Start of Block

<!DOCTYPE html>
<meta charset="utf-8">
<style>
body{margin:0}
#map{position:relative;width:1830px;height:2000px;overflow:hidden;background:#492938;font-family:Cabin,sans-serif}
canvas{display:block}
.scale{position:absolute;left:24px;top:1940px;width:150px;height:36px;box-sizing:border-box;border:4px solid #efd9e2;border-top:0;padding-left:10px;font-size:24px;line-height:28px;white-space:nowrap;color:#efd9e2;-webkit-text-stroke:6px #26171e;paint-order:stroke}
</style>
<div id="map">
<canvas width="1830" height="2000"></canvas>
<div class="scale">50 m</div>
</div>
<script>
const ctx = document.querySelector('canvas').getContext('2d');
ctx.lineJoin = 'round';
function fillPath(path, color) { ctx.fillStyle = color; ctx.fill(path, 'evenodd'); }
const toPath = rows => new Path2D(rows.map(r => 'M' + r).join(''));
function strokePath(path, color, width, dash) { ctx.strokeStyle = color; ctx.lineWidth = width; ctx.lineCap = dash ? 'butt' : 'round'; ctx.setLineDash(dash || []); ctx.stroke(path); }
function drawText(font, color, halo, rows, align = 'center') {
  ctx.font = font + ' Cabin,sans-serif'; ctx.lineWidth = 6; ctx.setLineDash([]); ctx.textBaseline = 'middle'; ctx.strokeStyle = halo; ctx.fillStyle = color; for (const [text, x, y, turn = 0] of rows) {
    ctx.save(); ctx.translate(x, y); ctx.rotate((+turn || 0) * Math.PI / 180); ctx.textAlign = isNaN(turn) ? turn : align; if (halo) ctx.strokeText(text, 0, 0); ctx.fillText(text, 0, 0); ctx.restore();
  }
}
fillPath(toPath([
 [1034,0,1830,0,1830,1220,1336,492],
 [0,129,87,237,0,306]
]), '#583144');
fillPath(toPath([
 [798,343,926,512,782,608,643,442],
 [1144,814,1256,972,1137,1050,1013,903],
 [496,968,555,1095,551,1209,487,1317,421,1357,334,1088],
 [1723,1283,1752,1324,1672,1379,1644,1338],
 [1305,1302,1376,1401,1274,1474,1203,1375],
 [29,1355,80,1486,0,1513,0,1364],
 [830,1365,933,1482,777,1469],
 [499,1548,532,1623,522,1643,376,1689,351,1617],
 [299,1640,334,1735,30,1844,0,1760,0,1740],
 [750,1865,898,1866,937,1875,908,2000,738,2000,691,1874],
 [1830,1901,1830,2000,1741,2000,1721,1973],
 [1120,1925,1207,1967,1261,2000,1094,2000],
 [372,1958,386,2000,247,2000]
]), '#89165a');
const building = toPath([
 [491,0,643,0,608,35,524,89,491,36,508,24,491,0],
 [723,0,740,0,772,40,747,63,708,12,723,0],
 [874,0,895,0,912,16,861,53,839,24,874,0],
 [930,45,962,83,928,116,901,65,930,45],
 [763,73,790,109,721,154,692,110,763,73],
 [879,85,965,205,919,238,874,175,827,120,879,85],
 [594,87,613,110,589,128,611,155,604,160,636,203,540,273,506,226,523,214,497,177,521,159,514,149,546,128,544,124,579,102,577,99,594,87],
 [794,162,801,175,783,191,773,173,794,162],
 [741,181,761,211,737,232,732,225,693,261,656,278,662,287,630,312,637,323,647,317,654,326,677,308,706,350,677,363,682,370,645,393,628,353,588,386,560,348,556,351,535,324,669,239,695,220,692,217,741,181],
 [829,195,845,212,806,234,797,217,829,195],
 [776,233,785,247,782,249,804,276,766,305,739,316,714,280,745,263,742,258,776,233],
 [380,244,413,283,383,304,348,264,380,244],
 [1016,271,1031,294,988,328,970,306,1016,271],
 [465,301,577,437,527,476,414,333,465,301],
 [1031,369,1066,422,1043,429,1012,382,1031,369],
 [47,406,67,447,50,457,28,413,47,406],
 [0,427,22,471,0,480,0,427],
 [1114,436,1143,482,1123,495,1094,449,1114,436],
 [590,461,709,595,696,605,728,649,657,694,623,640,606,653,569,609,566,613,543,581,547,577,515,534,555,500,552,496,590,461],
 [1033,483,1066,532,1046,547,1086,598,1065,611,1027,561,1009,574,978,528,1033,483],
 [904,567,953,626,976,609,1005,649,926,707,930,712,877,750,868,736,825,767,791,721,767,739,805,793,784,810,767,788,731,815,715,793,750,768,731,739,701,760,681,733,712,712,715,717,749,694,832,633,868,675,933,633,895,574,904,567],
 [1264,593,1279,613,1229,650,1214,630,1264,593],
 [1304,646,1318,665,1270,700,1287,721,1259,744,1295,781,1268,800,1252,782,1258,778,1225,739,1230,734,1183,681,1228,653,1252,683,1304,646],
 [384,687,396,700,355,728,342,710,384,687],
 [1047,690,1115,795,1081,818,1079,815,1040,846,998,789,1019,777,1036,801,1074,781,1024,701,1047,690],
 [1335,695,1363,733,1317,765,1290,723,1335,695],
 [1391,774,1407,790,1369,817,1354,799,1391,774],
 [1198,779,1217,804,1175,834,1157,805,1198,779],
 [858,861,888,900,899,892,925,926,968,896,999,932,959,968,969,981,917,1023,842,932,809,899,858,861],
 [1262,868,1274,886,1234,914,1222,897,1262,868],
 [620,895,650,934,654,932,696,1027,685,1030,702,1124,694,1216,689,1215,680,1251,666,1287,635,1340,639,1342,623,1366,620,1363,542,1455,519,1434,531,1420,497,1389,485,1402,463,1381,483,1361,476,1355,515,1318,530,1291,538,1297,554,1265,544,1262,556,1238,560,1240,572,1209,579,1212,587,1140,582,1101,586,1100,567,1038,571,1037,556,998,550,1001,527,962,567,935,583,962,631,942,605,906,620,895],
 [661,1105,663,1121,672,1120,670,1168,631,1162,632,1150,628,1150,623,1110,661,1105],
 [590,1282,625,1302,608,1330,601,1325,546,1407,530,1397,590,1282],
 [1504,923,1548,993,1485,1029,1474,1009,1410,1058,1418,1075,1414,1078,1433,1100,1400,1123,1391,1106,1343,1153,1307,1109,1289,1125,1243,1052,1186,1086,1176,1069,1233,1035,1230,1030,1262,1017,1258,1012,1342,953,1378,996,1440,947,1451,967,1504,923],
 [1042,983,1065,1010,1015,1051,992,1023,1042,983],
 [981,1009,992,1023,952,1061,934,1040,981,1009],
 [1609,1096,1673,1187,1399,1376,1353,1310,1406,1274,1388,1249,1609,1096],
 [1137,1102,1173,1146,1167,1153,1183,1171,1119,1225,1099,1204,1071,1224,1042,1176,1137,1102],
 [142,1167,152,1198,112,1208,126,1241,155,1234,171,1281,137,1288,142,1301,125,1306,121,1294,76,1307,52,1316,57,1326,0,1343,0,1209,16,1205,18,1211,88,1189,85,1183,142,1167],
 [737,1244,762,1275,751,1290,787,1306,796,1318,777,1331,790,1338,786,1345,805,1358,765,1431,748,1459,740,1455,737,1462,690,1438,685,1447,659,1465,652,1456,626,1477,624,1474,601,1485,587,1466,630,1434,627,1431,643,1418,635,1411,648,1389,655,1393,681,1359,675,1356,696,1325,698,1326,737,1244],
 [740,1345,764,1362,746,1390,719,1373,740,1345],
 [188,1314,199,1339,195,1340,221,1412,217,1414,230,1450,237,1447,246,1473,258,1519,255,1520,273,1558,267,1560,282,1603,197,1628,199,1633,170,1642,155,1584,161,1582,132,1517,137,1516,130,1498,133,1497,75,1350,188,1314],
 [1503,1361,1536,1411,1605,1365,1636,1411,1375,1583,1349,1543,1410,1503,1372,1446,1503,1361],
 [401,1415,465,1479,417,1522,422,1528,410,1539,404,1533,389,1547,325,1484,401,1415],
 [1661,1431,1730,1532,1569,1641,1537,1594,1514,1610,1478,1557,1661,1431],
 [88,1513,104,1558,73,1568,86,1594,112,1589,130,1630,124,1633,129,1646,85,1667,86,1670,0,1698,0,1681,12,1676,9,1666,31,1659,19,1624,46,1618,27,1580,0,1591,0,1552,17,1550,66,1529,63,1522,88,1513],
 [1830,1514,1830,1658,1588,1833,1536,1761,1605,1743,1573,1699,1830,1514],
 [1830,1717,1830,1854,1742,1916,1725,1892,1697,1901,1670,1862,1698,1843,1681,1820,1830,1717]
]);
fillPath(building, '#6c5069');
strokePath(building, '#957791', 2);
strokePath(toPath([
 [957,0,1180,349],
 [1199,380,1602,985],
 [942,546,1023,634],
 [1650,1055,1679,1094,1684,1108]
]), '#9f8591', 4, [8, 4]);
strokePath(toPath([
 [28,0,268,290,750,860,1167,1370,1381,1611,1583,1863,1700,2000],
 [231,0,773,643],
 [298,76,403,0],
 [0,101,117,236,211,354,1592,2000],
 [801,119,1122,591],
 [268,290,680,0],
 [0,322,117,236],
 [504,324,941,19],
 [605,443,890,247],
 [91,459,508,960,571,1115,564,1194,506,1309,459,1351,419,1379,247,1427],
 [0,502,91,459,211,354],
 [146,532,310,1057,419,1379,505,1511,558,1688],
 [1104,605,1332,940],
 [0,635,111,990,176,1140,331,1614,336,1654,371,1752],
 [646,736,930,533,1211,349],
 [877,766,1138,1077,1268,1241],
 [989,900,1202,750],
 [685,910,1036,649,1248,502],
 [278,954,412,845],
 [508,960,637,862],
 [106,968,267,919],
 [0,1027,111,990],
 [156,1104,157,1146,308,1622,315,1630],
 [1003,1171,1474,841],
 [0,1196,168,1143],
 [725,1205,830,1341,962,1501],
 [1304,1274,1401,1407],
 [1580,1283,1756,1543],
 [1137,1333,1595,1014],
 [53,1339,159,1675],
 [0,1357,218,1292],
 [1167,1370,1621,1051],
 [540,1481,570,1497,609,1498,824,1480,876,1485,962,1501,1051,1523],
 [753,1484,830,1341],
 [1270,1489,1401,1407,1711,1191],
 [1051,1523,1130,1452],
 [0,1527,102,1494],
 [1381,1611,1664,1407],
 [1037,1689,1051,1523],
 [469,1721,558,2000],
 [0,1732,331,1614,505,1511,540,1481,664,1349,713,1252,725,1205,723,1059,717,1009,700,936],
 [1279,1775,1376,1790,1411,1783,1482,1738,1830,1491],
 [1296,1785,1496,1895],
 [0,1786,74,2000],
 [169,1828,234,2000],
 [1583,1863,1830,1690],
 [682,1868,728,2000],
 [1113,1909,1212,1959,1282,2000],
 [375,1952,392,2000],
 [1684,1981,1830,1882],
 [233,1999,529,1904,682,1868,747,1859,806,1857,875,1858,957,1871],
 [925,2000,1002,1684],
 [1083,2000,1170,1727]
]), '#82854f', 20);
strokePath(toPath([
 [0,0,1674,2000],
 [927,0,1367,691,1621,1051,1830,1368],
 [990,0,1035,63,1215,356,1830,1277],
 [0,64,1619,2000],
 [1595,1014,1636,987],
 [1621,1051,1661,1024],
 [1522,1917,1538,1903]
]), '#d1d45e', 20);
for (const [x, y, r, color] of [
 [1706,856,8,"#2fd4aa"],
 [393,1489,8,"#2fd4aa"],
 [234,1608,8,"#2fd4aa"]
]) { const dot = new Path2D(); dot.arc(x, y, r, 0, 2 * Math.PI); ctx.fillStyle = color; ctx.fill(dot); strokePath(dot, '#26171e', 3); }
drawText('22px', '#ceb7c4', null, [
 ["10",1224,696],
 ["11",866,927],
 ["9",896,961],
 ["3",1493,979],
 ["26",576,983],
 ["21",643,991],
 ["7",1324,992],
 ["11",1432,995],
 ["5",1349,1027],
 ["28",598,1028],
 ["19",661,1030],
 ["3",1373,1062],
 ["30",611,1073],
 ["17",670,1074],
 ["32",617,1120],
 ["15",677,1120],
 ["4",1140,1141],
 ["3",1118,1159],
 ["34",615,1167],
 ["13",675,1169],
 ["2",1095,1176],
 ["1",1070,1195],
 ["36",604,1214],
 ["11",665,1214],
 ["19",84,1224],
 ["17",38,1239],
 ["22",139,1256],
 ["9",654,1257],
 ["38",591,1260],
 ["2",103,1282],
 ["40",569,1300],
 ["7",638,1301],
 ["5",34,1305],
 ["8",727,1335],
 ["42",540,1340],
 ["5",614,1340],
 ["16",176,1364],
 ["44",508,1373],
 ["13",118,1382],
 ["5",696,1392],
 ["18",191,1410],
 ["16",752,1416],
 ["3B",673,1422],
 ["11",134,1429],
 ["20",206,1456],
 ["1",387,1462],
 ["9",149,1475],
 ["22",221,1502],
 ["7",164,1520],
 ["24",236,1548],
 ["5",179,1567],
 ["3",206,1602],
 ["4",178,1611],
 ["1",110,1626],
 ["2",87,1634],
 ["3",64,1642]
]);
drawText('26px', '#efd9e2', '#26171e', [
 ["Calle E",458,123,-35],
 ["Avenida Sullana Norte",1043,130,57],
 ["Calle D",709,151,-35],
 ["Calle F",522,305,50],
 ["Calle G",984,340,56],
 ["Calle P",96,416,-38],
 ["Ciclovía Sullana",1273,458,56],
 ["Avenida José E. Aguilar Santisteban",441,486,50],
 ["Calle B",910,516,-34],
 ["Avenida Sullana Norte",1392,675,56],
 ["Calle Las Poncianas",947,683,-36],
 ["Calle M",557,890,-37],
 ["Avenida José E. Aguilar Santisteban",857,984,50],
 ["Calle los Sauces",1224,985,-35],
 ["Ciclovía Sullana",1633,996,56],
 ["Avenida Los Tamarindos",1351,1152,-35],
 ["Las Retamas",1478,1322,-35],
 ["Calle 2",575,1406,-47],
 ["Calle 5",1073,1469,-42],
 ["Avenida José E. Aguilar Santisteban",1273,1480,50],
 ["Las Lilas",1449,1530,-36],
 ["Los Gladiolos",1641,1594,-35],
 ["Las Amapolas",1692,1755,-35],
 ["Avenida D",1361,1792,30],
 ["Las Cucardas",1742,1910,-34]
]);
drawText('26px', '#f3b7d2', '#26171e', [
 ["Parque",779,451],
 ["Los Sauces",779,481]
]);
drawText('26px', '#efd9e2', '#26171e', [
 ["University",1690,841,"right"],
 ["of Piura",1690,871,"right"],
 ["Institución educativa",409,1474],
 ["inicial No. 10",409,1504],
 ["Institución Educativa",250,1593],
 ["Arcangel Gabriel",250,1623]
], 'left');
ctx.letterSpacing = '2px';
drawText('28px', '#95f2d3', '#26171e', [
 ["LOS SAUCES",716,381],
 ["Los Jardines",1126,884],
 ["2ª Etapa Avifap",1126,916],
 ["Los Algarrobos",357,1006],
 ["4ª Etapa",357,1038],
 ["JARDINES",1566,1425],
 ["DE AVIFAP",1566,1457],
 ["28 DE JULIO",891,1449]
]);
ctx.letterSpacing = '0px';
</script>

End of Block

[Exercise description]: Go through the material above and copy each line that has the word "strokeStyle".

[Exercise solution]:
function strokePath(path, color, width, dash) { ctx.strokeStyle = color; ctx.lineWidth = width; ctx.lineCap = dash ? 'butt' : 'round'; ctx.setLineDash(dash || []); ctx.stroke(path); }
  ctx.font = font + ' Cabin,sans-serif'; ctx.lineWidth = 6; ctx.setLineDash([]); ctx.textBaseline = 'middle'; ctx.strokeStyle = halo; ctx.fillStyle = color; for (const [text, x, y, turn = 0] of rows) {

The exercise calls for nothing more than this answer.